Georgie’s face was sunburnt; Margot, who usually looked as if the vampires had been at her, was red raw, arms, face, scalp.
‘We went to the zoo,’ Jimmy said. Already tanned, he showed no sign of burning.
‘We saw elephants and tigers and everything,’ Georgie said.
‘Where’s Ray?’
‘He said go home.’
‘From where?’
‘Just the tram,’ Georgie said. She walked on ahead as Margot started ahzeeing. Her feet were sore, her head was sore, and no doubt the rest of her.
Jenny picked her up and carried her inside. Georgie was at the sink, filling a mug with water.
‘He let you cross the road by yourselves?’
‘After we crossed the big road, he said go home,’ Georgie said around the mug.
‘Why didn’t you wear your hats?’
‘We were only going to get an ice-cream at first.’
‘Then he said the zoo,’ Jimmy said. ‘And we said yes.’
She’d never taken them to the zoo, had promised to. Sunburnt or not, they’d had a good day. She found zinc cream, olive oil, mixed up a plaster of it, and the two women plastered the girls, then, warning them not to step outside the door, they returned to the gate.
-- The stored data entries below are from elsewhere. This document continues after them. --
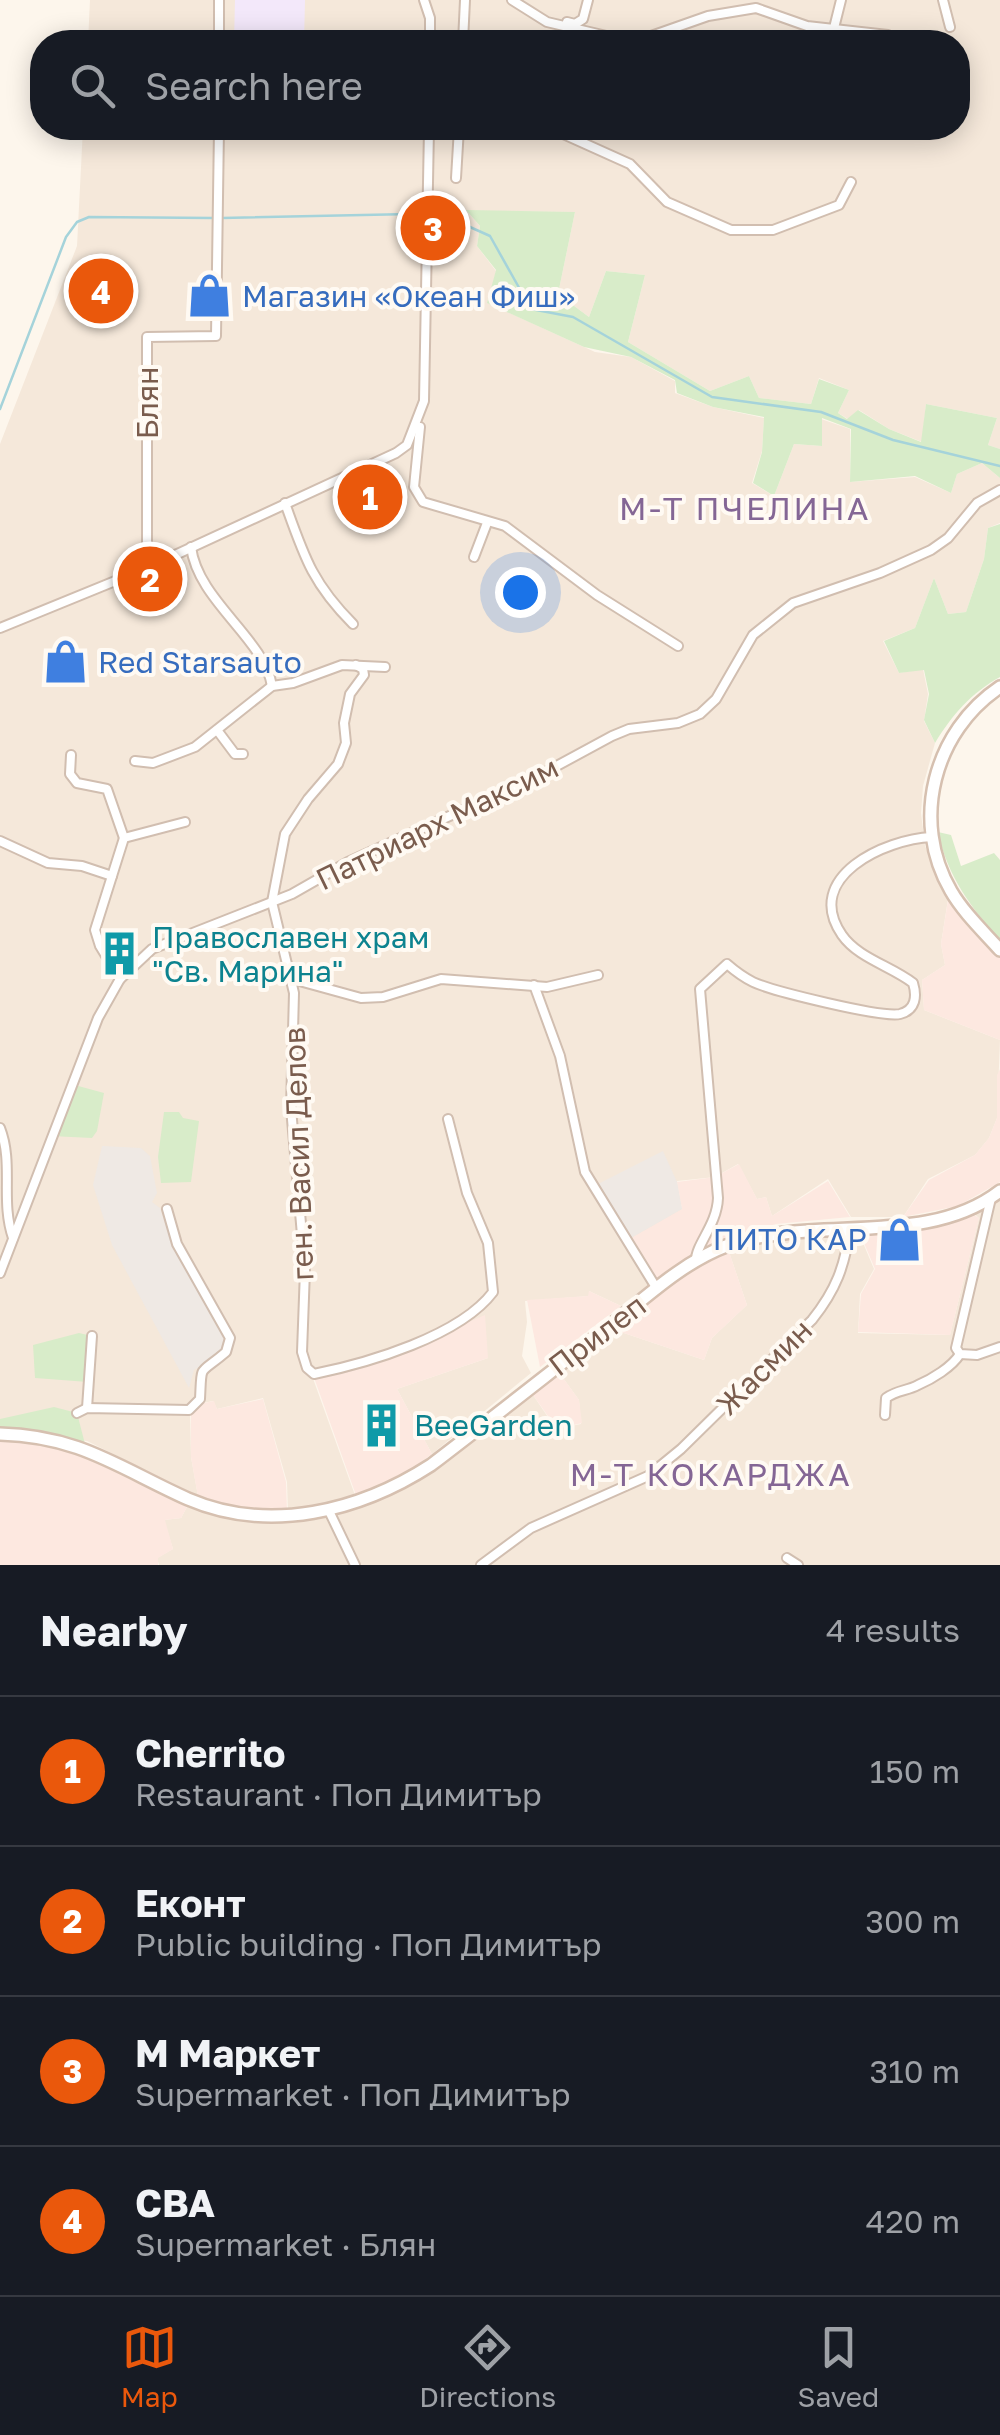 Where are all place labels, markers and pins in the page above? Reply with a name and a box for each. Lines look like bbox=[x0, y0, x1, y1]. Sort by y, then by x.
pin: 3 bbox=[400, 190, 466, 266]
pin: 4 bbox=[68, 254, 134, 328]
shop icon: Магазин «Океан Фиш» bbox=[185, 272, 233, 320]
place label: Магазин «Океан Фиш» bbox=[242, 278, 575, 314]
pin: 1 bbox=[338, 460, 402, 534]
pin: 2 bbox=[118, 542, 182, 616]
shop icon: Red Starsauto bbox=[41, 638, 89, 686]
place label: Red Starsauto bbox=[98, 644, 302, 680]
place label: Православен храм "Св. Марина" bbox=[152, 919, 429, 989]
building icon: Православен храм "Св. Марина" bbox=[95, 930, 143, 978]
shop icon: ПИТО КАР bbox=[876, 1215, 924, 1263]
place label: ПИТО КАР bbox=[713, 1221, 867, 1257]
building icon: BeeGarden bbox=[357, 1401, 405, 1449]
place label: BeeGarden bbox=[414, 1407, 573, 1443]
‘If you decide you’ve had enough of him, I’ll need staff down at Frankston.’
‘Me and my three kids, Vroni.’
‘The old servants’ quarters are well detached from the house. There’s six rooms that could be made habitable.’
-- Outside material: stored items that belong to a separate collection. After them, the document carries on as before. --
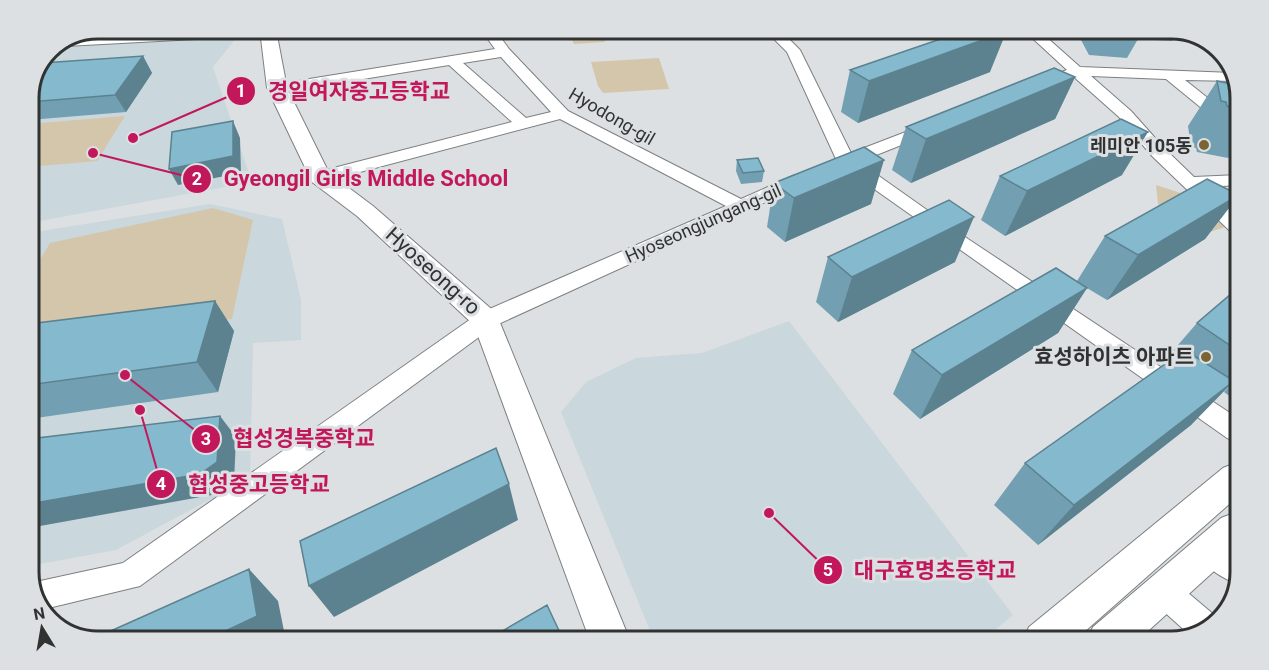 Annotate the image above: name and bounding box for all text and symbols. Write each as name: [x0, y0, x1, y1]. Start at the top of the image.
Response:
callout: 경일여자중고등학교: [226, 71, 462, 111]
text: 경일여자중고등학교: [268, 79, 450, 104]
text: 1: [236, 80, 246, 101]
street label: Hyodong-gil: [565, 83, 659, 149]
place label: 레미안 105동: [1090, 135, 1192, 156]
marker: 레미안 105동: [1197, 138, 1211, 152]
callout: Gyeongil Girls Middle School: [182, 159, 520, 199]
text: Gyeongil Girls Middle School: [224, 166, 508, 191]
text: 2: [192, 168, 202, 189]
street label: Hyoseongjungang-gil: [622, 179, 784, 267]
street label: Hyoseong-ro: [381, 222, 485, 320]
place label: 효성하이츠 아파트: [1034, 345, 1194, 369]
marker: 효성하이츠 아파트: [1199, 350, 1213, 364]
callout: 협성경복중학교: [191, 419, 387, 459]
text: 협성경복중학교: [233, 426, 375, 451]
text: 3: [201, 428, 211, 449]
callout: 협성중고등학교: [146, 464, 342, 504]
text: 협성중고등학교: [188, 472, 330, 497]
text: 4: [156, 473, 166, 494]
callout: 대구효명초등학교: [813, 550, 1028, 590]
text: 대구효명초등학교: [854, 558, 1016, 583]
text: 5: [823, 559, 833, 580]
north arrow: [12, 598, 72, 658]
text: N: [32, 603, 47, 624]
‘I don’t know what I’m going to do from one day to the next,’ Jenny admitted.
Maroon car approaching.
‘That’s him.’ Veronica waved to the driver, who looked older in daylight than he had by night. ‘The phone will be connected down there after Christmas. We’re calling the place Veronian — which is as close as I’ll ever get to joining my name to another man’s. The exchange will give you the number if you need me.’ She kissed her cheek. ‘Bless your tight little mouth,’ she said, and kissed her other cheek, gave her a Granny hug.
Jenny held her for an instant. ‘Bless you too,’ she said and turned away, tears blurring that brick house. There’d been a lot of months between Granny hugs.
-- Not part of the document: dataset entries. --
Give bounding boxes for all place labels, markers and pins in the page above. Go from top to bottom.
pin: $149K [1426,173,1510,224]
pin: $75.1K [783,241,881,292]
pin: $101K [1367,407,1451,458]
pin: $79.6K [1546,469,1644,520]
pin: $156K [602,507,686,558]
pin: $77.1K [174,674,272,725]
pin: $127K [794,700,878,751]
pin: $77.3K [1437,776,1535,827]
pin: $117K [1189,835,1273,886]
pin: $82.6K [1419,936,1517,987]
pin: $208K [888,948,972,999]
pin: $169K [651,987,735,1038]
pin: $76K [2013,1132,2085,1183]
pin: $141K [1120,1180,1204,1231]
She had an option now, if she could hang on here until Christmas, until after Christmas. Had to hang on, that’s all.
TEN-POUND NOTES
She was sewing when Ray came home. The kids were in bed, Margot silenced with half an aspro and a glass of milk. Jenny had a skirt to finish off before next Wednesday, and the hand-stitching on a ballgown — six yards of its hem to roll by Friday. She had a list of Miss Blunt’s prices too, glued into her account book. She’d put hours of work into that ballgown — had hoped to put a few more hours into it tonight. Packed it away when he came in, slid it safe into a pillow slip, with the skirt. Sewing expensive fabric was a dangerous occupation when there were little fingers around — and Ray, on the hunt for food.